Yes. So we've committed to completing the buyback by the end of the year. Chris talked about on the last earnings call a little bit more detail around the progress we've made so far. I don't want to speculate in terms of what can we do in the future -- but it's 1 of the things that I think is a strategic asset for us is the strength of our balance sheet. Gives us kind of the ability to do to a fairly wide range of opportunity sets, whether it's buyback like we announced earlier this year, or business development, licensing transactions or frankly, even potentially something larger if there's an asset that we have a high conviction level in that we think could make sense to bring in our portfolio. So we think having a strong balance sheet is really an asset for us. We want to make sure that we're maintaining that.

Yes. And maybe what kind of what is the ethos for you guys in terms of M&A and business development? And again, do you feel that's a priority in terms of like having to do a medium to larger size deal? Or do you want to just kind of focus more on licensing and kind of smaller business development? Like what's where do you guys kind of want to play right now.

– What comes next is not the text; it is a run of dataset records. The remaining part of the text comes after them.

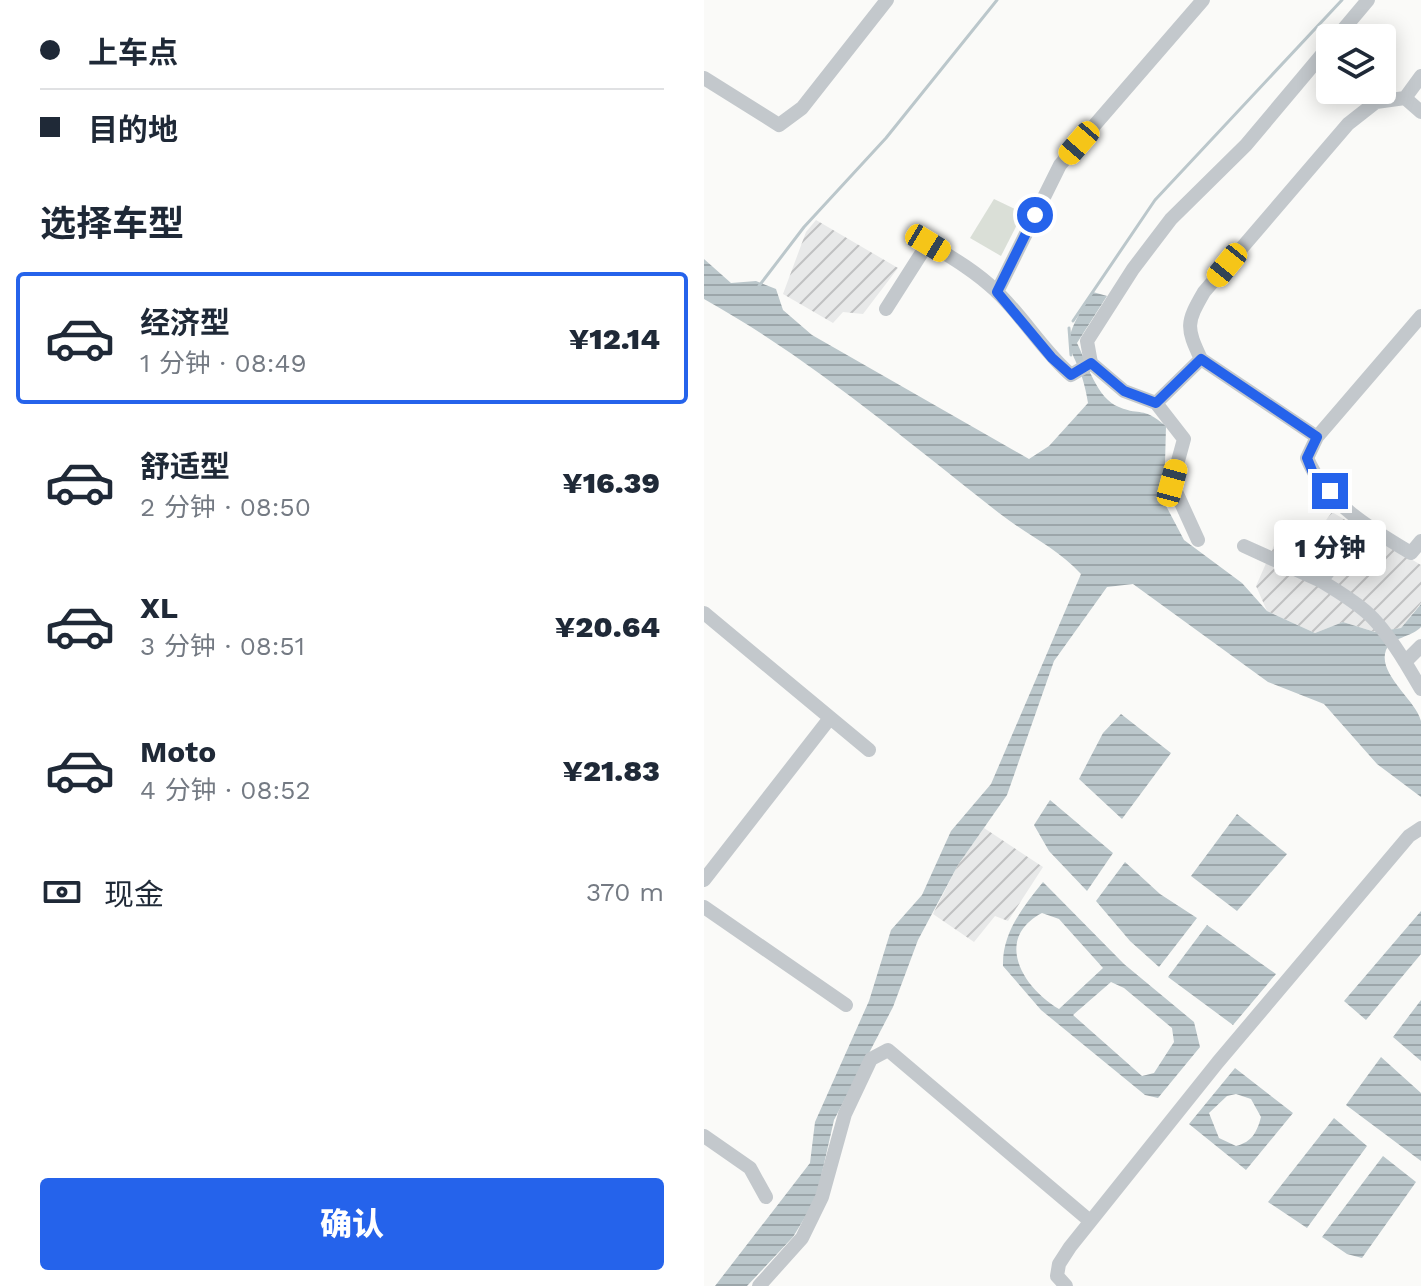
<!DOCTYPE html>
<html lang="zh">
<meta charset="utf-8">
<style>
:root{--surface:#fff;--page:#f6f6f7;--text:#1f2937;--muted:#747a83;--line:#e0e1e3;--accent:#2563eb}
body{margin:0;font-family:"Work Sans","Noto Sans SC",sans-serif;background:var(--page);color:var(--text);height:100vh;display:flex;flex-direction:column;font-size:30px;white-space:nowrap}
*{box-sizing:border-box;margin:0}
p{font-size:26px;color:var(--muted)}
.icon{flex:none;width:44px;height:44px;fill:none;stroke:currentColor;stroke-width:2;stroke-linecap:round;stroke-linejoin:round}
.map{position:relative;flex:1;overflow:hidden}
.sheet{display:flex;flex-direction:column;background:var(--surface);width:704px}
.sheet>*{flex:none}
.hud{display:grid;align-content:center;height:176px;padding:0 40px;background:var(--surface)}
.controls{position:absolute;left:612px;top:24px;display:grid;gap:16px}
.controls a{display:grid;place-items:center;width:80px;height:80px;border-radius:8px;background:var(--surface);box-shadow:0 4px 20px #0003;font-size:40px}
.end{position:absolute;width:36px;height:36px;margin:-18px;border:10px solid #2563eb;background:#fff;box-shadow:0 0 0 4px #fff}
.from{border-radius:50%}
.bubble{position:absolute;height:56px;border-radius:8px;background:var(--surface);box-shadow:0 4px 20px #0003;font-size:26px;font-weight:800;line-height:56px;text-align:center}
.car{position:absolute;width:24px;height:48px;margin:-24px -12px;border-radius:10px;box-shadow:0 0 6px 2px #0007;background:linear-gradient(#f5c518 24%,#345 0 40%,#f5c518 0 76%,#345 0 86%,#f5c518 0)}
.hud b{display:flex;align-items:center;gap:28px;height:76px;font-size:30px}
.hud b+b{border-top:2px solid var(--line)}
.hud i{width:20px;height:20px;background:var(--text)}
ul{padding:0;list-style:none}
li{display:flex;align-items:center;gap:24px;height:132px;margin:0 16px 12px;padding:0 24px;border:4px solid transparent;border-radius:8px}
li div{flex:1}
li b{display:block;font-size:30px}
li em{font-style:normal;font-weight:800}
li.current{border-color:var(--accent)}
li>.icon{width:72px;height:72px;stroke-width:1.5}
h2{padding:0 40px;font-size:36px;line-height:96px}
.pay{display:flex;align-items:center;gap:20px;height:88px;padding:0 40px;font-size:30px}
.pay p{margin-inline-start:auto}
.primary-button{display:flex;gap:16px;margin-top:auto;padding:16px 40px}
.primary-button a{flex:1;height:92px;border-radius:8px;background:var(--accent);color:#fff;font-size:32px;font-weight:800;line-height:92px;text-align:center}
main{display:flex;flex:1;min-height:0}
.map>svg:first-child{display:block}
.industrial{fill:url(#industrial-furrows)}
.grass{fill:#dadfd7}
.water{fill:url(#water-rules);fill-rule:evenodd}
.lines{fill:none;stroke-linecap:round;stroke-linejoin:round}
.stream{stroke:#bbc7cb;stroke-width:3}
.minor{stroke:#c3c8cc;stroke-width:14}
.route{stroke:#2563eb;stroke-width:10}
</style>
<main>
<section class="sheet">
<div class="hud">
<b><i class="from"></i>上车点</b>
<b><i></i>目的地</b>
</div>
<h2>选择车型</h2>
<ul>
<li class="current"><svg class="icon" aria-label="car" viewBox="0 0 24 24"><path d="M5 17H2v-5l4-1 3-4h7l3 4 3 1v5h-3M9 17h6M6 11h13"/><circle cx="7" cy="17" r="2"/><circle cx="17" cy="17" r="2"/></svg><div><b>经济型</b><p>1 分钟 · 08:49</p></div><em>¥12.14</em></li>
<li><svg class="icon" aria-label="car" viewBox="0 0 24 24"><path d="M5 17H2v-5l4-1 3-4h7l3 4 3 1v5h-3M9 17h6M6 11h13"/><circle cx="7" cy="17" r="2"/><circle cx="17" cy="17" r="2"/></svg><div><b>舒适型</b><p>2 分钟 · 08:50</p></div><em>¥16.39</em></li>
<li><svg class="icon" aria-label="car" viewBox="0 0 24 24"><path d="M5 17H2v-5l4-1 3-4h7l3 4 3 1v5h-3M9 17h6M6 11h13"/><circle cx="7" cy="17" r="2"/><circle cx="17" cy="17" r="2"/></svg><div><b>XL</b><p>3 分钟 · 08:51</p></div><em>¥20.64</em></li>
<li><svg class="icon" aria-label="car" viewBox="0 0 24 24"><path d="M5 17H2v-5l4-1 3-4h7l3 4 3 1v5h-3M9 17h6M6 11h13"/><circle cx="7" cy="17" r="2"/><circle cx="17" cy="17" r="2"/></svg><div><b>Moto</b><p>4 分钟 · 08:52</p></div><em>¥21.83</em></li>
</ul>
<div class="pay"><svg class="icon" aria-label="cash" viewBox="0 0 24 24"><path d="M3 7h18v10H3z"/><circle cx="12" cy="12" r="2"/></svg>现金<p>370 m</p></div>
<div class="primary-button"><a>确认</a></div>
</section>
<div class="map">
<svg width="717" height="1286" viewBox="0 0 717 1286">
<defs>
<pattern id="industrial-furrows" width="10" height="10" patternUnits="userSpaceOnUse" patternTransform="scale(2)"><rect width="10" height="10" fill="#e8e9e9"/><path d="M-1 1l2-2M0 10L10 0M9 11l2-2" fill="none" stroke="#c0c1c2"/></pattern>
<pattern id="water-rules" width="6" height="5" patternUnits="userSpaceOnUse" patternTransform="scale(2)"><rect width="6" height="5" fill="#bbc7cb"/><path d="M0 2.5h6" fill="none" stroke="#9ca6aa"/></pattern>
</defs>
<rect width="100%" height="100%" fill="#fafaf8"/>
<!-- industrial -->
<path class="industrial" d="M112,220l82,48 -35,46 -20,-2 -10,11 -50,-29 23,-62z
M628,512l89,53v38l-20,25 -26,4 -32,-10 -28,11 -48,-22 -11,-25 23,-52 32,7z
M280,828l59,39 -35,54 -13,-5 -21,26 -41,-28 25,-49z"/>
<!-- grass -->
<path class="grass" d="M290,199l29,14 -22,43 -31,-18z"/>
<!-- water -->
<path class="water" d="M0,259l27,24 25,-2 20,8 7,21 29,25 217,124 20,-13 39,-43c-9,-63 -39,-45 5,-111l14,4 -30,47c10,20 20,56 42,64 24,10 21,-2 47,19l-2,76 20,38 58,43 25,28 48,22 28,-11 32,10 26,-4 20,-24v23c-9,10 -29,10 -35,23 -9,24 30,50 35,71 0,23 0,53 0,76l-44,-33 -53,-60 -56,-22 -135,-98 -26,3 -53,74 -47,134 -49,70 -40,75 -25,67 -59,113 -18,79 -23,38 -46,49h-32l95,-123 5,-41 54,-121 22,-71 31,-35 29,-64 40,-47 90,-210c-24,-26 -54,-39 -82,-61 -95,-74 -189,-155 -295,-214z
M417,714l50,39 -49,66 -43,-40 24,-46z
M346,800l63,53 -26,38 -38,-40 -15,-26z
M533,814l50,40 -50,57 -46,-35z
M421,862l35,32 37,24 -38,49 -29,-26 -34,-40z
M339,882l81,82 70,58 6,25 -42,51 -13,-3 -104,-85 -38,-44c-1,-33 20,-59 40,-84zM338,913l17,6 44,49 -44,41c-36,-21 -66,-70 -17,-96zM407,982l13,6 48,40 2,14 -20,31 -12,3 -69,-61z
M717,911v43l-55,66 -22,-19z
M503,925l69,49 -43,51 -65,-48z
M717,1000v61l-28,-24z
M677,1057l40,36v68l-75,-56z
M531,1068l58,45 -47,57 -57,-46zM532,1094l15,5 10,18c-4,15 -9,25 -25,29l-17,-8 -10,-25 18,-17z
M630,1118l33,28 -60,82 -39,-26z
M679,1156l33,26 -54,76 -15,-4 -25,-17z"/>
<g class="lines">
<!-- stream -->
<path class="stream" d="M55,286l45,-59 82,-89 111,-138
M369,321l82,-121 187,-200
M365,328l2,27"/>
<!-- minor -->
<path class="minor" d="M632,38l32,-38
M717,76l-16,22 16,14
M0,78l75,47 23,-17 85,-108
M293,292l63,-127 143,-165
M182,309l42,-66c23,14 47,28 67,47 28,26 47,60 76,85l20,-12 33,28 32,12 45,-44 116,78
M717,316l-104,121 -10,21c18,44 65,72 104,95l10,-12
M497,359c-15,-32 -15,-36 3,-67l144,-168 28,-22 29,-4
M387,363l-4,-22 46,-72 38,-50 75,-74 84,-100
M452,403l28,36 -12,44 26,57
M660,526l-43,55c45,27 56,36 84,81
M540,546l77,35
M0,613l165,137
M717,646l-16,16 16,27
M0,880l126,-162
M0,907l142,98
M0,1136l46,32 16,29
M55,1286l43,-48 20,-41 23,-83 26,-55 17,-9 202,171
M362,1286l-9,-10 2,-12 11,-17 148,-185 191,-226 12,-8"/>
</g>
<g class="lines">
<!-- route -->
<path class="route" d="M331,215l-38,77 55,66 19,17 20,-12 33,28 32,12 45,-44 116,78 -10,21 6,15 17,18"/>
</g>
</svg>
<div class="controls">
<a><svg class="icon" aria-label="layers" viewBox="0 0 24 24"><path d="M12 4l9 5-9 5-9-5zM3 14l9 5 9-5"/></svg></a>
</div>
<i class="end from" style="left:331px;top:215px"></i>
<i class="end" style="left:626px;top:491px"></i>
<div class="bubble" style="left:570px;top:520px;width:112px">1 分钟</div>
<i class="car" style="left:375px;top:143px;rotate:221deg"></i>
<i class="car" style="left:224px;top:243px;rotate:121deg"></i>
<i class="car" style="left:523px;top:265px;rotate:219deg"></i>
<i class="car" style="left:468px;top:483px;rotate:15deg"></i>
</div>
</main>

Yes. So external innovation, which is pretty encompassing a wide range of transactions. It's certainly a main priority for us, a high priority for us. Mike talked about it in his prepared remarks, even on the last earnings call that it's something we're certainly focused on as a company what that looks like when that happens, how it looks like is probably more driven by our conviction level on the asset. I think from a philosophy perspective, what we're not going to do is go out and do a deal for the sake of the deal. We don't want to put a couple of bars on a pipeline chart just to kind of no deep down that probably going to go away in a couple of years. We want to make sure that we're doing the right thing taking the right amount of risk for the right amount of value and understanding how do we have an advantage? Is it on the clinical side? Is it on the mechanism cancer biology side? Is it on the commercial side. This is a market that we know really well. And so that's how we approach all of these things is what's the compound? What's the indication what's the competition. These are all things that we've done really well. We've been successful with cabo. And so that kind of informs again the cabo lens is how we view all of this. But I think it's suffice it to say that external innovation, whether it's BD, whether it's M&A, whether it's a mix of anything, whether it's more of these option deals, we did a couple of those at the end of last year. certainly a priority for us, and we want to, again, continue to use the cabo gas to fuel the Exelixis engine and BD external innovation is certainly a part of that.

Perfect. Well, Andrew, let's leave it there. Thanks so much for joining us. All right. Good too see you.